**Exercise objective**
What appears from the first line of the data below through the line containing "function fill(path, color)", both included, should be copied exactly, and nothing else.

─── Available records

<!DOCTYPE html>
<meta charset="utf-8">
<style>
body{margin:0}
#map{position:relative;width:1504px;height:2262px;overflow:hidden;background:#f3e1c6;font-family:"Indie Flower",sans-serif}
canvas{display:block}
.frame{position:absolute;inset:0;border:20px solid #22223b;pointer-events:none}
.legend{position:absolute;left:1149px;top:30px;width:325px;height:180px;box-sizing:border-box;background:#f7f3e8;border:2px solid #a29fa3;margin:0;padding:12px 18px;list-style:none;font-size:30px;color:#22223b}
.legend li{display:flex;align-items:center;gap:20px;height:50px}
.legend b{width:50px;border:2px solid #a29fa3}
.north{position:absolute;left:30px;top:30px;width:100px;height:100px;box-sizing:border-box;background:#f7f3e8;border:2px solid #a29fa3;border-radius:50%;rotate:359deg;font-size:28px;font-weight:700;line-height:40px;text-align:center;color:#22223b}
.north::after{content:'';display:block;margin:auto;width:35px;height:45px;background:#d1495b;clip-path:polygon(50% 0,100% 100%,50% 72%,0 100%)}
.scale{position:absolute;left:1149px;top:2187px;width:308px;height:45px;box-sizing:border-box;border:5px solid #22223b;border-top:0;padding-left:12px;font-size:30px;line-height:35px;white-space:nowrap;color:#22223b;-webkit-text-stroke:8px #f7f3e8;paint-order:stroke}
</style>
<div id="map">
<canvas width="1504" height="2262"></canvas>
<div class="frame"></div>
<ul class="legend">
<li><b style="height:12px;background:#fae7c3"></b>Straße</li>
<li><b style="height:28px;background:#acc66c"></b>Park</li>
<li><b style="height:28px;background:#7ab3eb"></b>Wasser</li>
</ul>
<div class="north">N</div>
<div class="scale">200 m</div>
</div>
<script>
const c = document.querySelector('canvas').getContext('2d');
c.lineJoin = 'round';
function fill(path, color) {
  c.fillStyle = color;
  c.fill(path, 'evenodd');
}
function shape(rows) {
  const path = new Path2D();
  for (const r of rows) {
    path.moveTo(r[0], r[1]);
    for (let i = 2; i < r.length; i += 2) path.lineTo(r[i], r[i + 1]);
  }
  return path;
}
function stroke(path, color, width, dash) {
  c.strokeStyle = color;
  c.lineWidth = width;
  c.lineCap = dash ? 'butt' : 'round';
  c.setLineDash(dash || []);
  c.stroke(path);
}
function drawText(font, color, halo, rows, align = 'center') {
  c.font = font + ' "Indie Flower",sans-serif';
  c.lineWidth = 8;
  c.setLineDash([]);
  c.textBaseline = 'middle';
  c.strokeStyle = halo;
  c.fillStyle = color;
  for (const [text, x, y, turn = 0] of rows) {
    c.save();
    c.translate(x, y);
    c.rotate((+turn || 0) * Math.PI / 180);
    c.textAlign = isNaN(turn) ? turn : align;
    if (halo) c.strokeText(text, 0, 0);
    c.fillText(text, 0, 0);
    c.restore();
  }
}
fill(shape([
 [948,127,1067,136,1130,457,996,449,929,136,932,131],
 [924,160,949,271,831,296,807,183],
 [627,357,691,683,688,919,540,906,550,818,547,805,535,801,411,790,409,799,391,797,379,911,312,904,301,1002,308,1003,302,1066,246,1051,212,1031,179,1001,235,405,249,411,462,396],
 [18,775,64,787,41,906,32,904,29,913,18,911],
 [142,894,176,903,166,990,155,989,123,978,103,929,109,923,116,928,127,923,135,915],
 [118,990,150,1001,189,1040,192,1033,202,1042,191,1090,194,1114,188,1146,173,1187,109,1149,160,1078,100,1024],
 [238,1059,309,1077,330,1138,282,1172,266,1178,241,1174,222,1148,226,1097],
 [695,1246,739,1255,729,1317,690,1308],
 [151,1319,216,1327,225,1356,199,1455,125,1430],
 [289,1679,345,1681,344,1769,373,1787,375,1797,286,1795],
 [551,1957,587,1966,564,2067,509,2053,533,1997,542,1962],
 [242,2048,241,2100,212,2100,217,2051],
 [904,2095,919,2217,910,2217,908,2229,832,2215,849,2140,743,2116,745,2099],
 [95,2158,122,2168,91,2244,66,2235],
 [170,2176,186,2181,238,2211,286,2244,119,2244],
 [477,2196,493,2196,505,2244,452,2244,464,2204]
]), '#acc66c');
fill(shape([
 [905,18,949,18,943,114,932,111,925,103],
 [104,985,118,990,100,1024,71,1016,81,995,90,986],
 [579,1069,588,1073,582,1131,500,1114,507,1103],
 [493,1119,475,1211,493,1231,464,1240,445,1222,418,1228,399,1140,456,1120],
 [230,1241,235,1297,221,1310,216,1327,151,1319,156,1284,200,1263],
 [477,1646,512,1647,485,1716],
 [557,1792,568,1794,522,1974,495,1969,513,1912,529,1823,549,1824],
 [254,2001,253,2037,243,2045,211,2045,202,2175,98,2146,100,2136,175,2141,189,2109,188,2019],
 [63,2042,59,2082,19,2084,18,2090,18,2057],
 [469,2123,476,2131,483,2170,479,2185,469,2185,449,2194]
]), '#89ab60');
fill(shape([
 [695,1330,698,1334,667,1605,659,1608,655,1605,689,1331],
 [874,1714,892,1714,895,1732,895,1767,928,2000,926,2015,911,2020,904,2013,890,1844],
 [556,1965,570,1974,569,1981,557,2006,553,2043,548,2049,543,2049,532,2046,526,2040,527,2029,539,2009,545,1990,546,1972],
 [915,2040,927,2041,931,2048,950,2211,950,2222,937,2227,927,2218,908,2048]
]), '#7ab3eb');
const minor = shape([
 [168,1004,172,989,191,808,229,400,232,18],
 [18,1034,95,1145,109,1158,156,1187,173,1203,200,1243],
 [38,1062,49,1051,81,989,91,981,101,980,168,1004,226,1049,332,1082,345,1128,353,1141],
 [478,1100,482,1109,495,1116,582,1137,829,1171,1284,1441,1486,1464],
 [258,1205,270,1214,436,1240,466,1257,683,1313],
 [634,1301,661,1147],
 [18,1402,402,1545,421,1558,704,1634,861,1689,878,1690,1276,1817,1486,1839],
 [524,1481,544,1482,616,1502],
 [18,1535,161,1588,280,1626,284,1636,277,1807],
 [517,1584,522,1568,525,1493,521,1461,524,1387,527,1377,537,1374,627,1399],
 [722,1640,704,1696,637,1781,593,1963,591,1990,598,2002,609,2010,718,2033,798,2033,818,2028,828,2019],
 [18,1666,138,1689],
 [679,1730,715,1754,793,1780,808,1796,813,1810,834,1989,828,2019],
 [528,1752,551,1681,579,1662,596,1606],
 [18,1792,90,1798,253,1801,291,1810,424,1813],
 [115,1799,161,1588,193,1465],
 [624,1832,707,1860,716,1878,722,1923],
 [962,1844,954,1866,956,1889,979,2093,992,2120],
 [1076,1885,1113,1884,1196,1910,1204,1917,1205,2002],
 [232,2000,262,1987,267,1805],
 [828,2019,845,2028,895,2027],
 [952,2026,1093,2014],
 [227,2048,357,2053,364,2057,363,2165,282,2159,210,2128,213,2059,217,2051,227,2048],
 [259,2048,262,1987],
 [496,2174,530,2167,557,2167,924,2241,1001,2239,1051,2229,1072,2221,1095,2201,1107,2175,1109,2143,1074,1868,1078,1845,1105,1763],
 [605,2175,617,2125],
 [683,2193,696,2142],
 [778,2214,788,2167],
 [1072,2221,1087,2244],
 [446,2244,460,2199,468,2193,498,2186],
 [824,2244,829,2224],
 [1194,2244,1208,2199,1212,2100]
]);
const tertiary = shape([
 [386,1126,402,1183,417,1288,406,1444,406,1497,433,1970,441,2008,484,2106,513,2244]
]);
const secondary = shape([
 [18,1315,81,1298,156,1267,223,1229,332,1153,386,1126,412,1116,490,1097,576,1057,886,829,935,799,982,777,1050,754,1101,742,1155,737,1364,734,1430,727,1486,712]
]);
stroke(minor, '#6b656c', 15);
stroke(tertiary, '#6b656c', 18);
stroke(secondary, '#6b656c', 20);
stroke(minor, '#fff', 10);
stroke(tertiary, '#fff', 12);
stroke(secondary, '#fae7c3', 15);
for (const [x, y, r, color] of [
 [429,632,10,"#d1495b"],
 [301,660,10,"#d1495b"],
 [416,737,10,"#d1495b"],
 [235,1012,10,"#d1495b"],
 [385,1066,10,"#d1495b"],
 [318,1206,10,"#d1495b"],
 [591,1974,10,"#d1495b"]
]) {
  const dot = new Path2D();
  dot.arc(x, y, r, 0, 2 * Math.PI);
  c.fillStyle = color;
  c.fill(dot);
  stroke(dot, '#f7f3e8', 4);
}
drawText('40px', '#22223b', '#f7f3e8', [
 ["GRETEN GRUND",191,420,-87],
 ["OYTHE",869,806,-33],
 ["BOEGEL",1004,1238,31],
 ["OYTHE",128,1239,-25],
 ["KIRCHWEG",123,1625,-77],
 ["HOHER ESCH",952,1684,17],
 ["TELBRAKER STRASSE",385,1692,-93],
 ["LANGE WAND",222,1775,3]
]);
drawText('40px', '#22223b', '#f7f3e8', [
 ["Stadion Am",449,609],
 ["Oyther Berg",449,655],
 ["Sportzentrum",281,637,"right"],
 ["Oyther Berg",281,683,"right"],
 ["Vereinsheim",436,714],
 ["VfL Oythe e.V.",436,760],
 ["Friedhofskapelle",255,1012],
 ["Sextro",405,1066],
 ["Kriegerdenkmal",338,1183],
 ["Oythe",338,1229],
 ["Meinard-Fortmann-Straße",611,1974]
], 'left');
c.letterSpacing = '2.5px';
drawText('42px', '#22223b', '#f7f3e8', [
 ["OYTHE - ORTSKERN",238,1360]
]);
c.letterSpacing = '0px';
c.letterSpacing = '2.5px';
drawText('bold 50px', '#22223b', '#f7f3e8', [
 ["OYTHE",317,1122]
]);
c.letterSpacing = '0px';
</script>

──────

**Result of the exercise**
<!DOCTYPE html>
<meta charset="utf-8">
<style>
body{margin:0}
#map{position:relative;width:1504px;height:2262px;overflow:hidden;background:#f3e1c6;font-family:"Indie Flower",sans-serif}
canvas{display:block}
.frame{position:absolute;inset:0;border:20px solid #22223b;pointer-events:none}
.legend{position:absolute;left:1149px;top:30px;width:325px;height:180px;box-sizing:border-box;background:#f7f3e8;border:2px solid #a29fa3;margin:0;padding:12px 18px;list-style:none;font-size:30px;color:#22223b}
.legend li{display:flex;align-items:center;gap:20px;height:50px}
.legend b{width:50px;border:2px solid #a29fa3}
.north{position:absolute;left:30px;top:30px;width:100px;height:100px;box-sizing:border-box;background:#f7f3e8;border:2px solid #a29fa3;border-radius:50%;rotate:359deg;font-size:28px;font-weight:700;line-height:40px;text-align:center;color:#22223b}
.north::after{content:'';display:block;margin:auto;width:35px;height:45px;background:#d1495b;clip-path:polygon(50% 0,100% 100%,50% 72%,0 100%)}
.scale{position:absolute;left:1149px;top:2187px;width:308px;height:45px;box-sizing:border-box;border:5px solid #22223b;border-top:0;padding-left:12px;font-size:30px;line-height:35px;white-space:nowrap;color:#22223b;-webkit-text-stroke:8px #f7f3e8;paint-order:stroke}
</style>
<div id="map">
<canvas width="1504" height="2262"></canvas>
<div class="frame"></div>
<ul class="legend">
<li><b style="height:12px;background:#fae7c3"></b>Straße</li>
<li><b style="height:28px;background:#acc66c"></b>Park</li>
<li><b style="height:28px;background:#7ab3eb"></b>Wasser</li>
</ul>
<div class="north">N</div>
<div class="scale">200 m</div>
</div>
<script>
const c = document.querySelector('canvas').getContext('2d');
c.lineJoin = 'round';
function fill(path, color) {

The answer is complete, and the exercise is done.